(TASK PROMPT)
In the records below, find the lines that include the string "from" and report how many there are, nothing else.

(DATA FOR THIS EXERCISE)
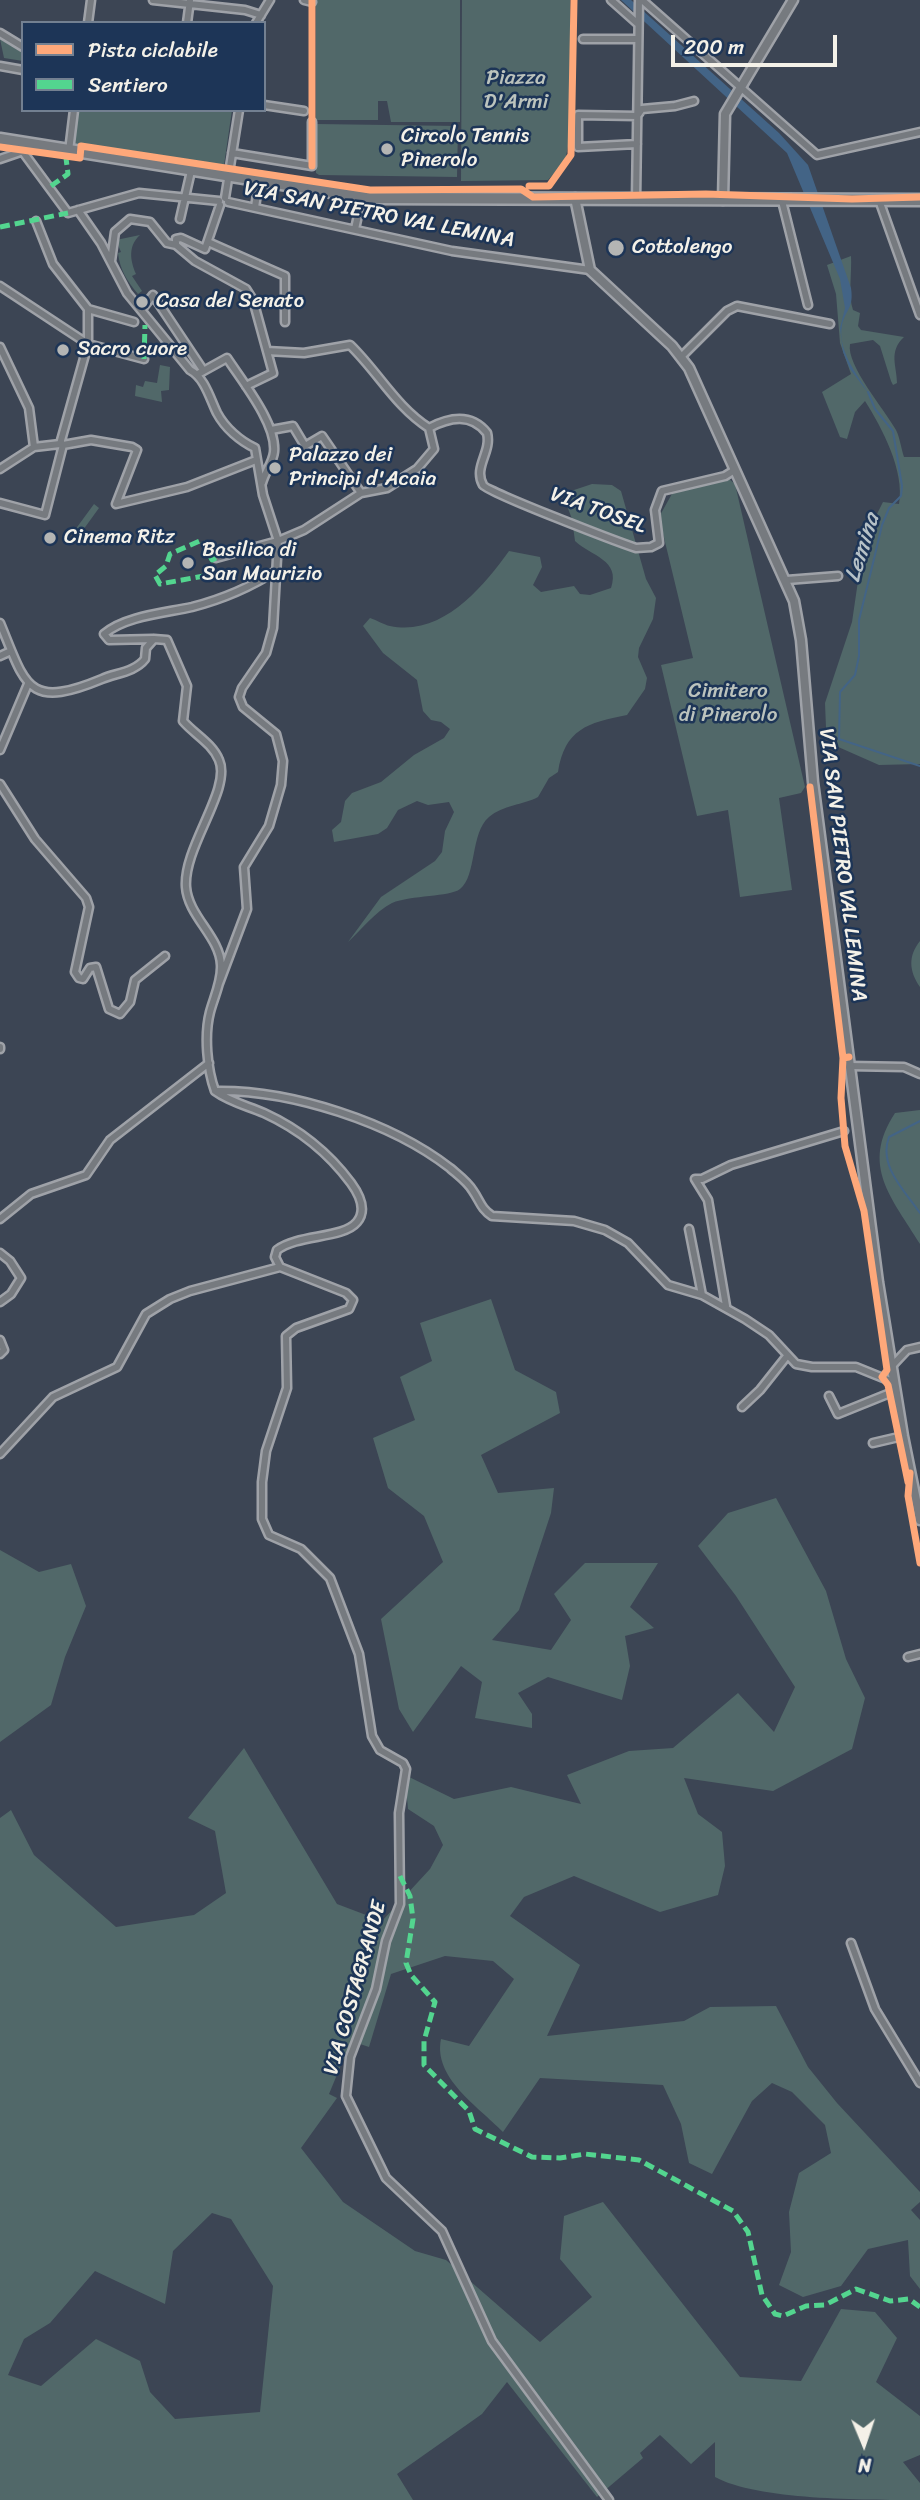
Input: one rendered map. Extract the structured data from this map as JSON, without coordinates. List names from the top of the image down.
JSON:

--

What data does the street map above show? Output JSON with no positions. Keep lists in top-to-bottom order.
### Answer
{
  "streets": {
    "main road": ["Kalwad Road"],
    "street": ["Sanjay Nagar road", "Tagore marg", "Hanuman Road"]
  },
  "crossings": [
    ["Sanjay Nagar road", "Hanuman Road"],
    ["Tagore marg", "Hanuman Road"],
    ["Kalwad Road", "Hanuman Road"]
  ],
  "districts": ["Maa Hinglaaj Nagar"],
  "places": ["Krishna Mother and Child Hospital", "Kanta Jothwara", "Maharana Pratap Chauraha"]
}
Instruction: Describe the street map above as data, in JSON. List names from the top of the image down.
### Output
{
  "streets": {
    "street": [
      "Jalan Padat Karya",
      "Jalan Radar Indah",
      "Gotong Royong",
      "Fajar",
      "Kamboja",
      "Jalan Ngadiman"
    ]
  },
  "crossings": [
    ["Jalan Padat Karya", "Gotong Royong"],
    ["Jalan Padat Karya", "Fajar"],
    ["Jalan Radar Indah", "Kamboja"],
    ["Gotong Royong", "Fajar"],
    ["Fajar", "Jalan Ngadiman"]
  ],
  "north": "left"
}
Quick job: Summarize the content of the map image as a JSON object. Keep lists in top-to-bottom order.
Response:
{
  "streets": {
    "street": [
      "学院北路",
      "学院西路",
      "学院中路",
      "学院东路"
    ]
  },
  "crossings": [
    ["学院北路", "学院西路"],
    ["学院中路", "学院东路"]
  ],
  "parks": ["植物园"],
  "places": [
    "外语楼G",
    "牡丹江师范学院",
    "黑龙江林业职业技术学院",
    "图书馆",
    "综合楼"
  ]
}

--

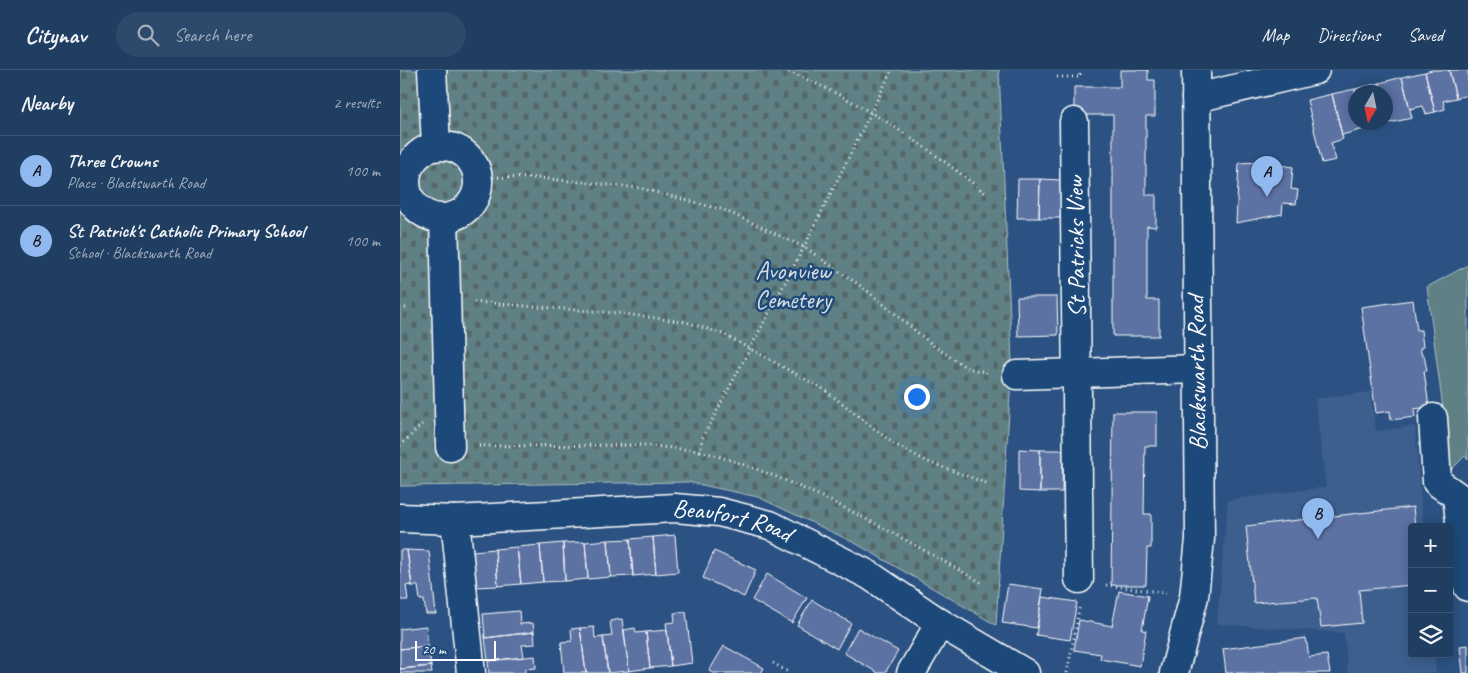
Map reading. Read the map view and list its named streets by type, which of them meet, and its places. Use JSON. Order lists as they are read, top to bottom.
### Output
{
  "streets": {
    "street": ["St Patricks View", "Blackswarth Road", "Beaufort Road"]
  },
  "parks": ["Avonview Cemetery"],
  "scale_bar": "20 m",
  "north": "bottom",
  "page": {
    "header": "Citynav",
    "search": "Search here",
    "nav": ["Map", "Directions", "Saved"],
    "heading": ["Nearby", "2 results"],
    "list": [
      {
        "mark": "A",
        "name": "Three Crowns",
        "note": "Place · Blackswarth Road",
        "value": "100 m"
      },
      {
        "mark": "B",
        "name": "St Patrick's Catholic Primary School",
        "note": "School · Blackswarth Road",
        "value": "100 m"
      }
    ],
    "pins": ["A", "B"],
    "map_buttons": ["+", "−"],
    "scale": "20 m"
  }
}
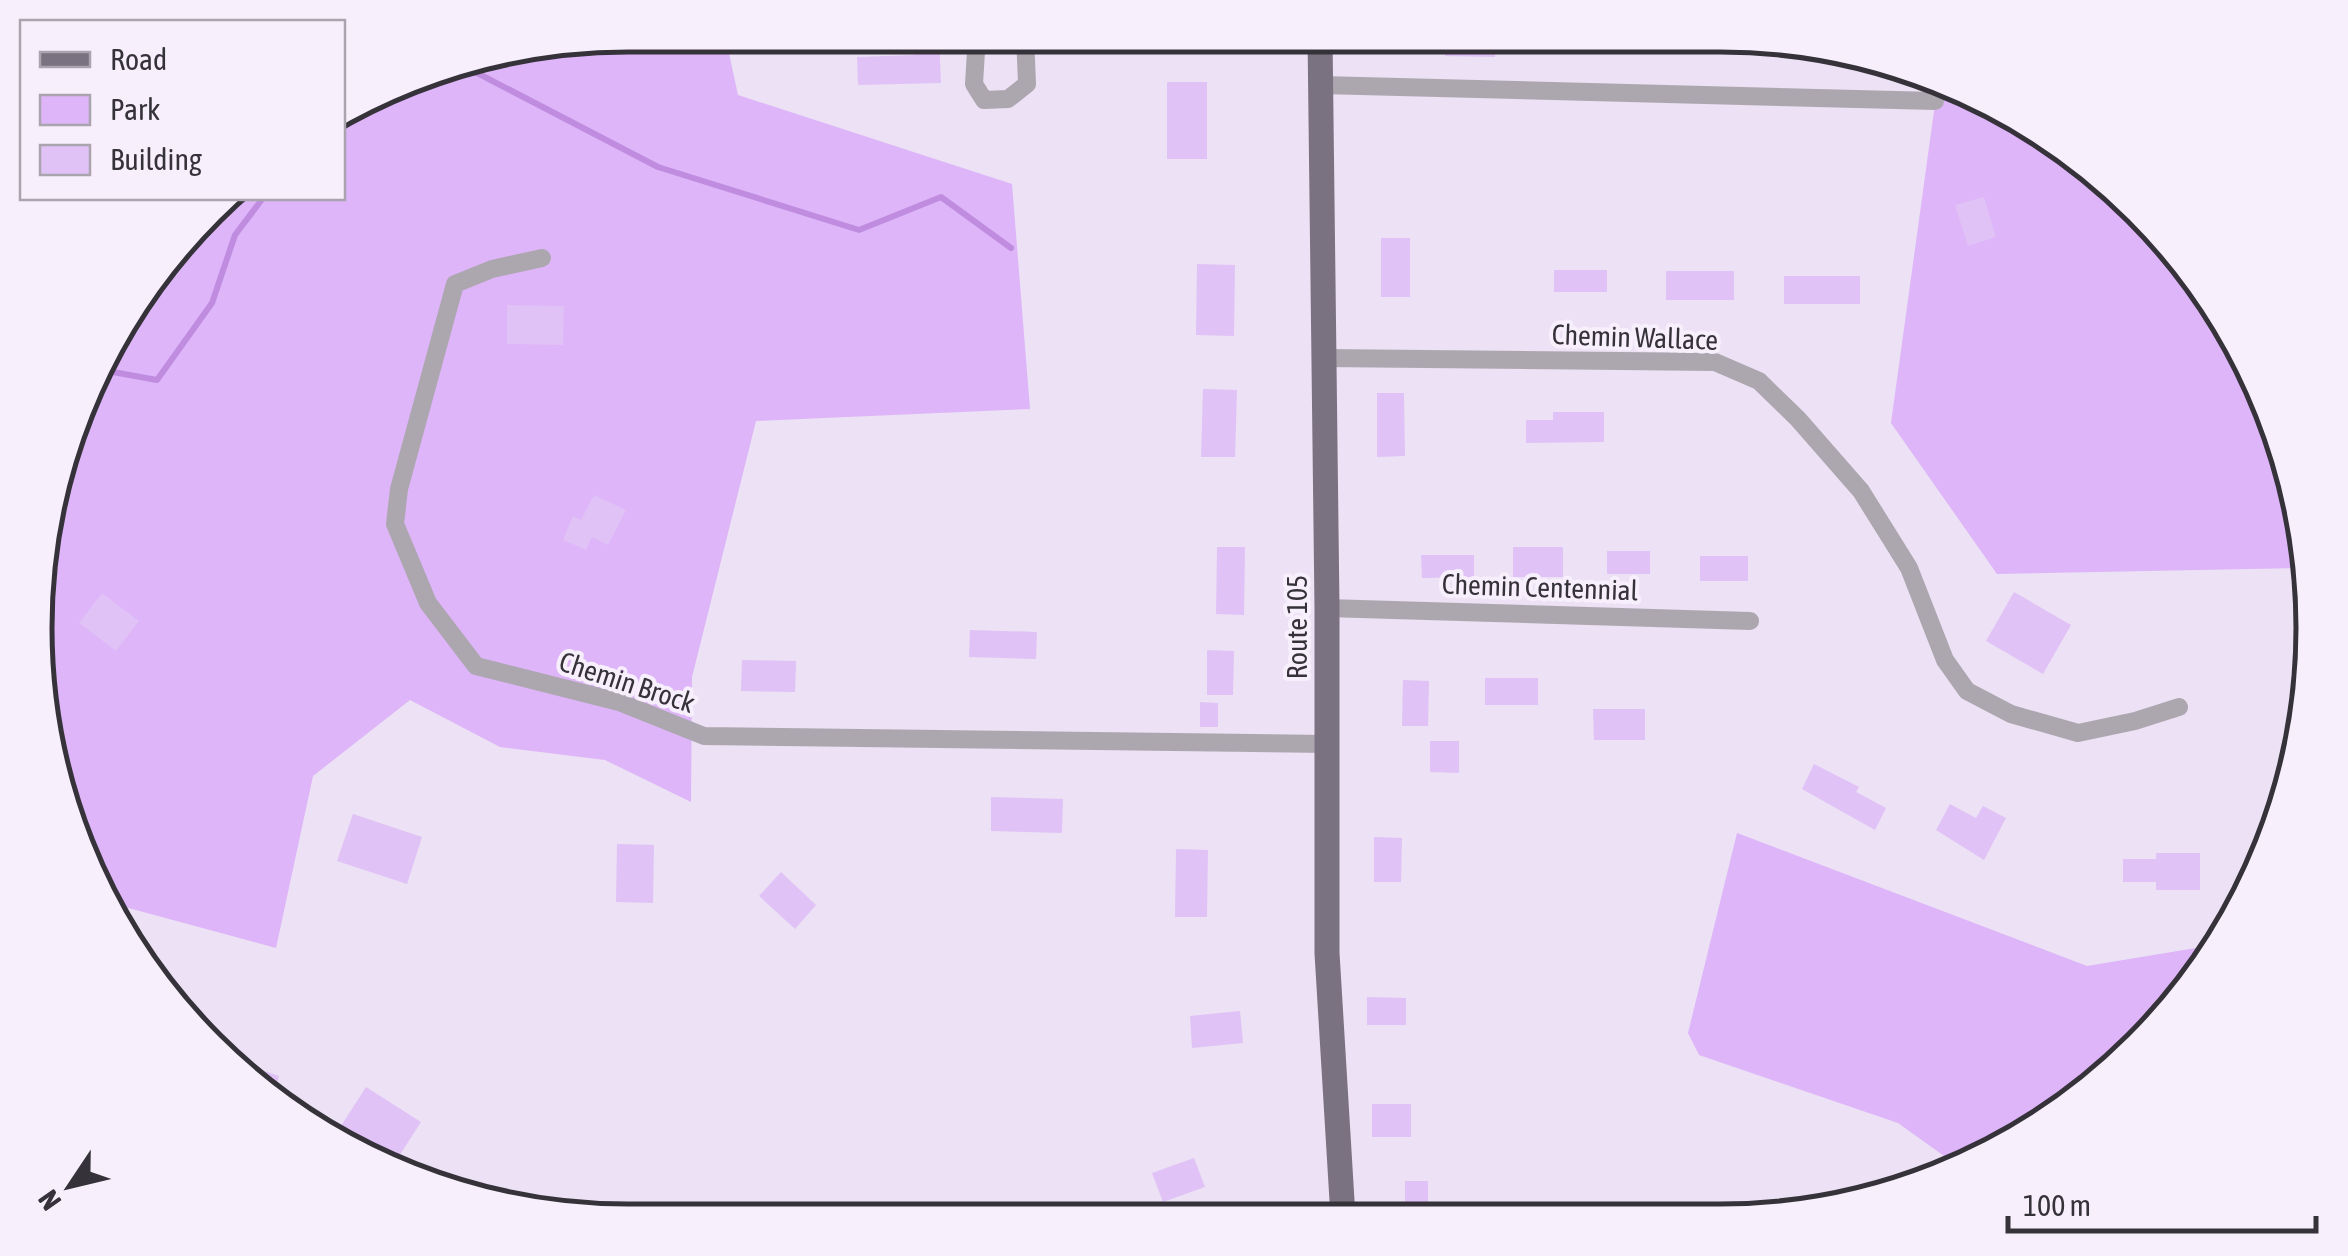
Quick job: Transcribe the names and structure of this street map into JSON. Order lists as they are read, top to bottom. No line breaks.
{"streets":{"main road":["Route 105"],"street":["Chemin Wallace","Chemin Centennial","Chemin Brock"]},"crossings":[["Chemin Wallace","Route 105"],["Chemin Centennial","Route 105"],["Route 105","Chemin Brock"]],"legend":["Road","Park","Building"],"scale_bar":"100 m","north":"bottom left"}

(RESPONSE BOX)
2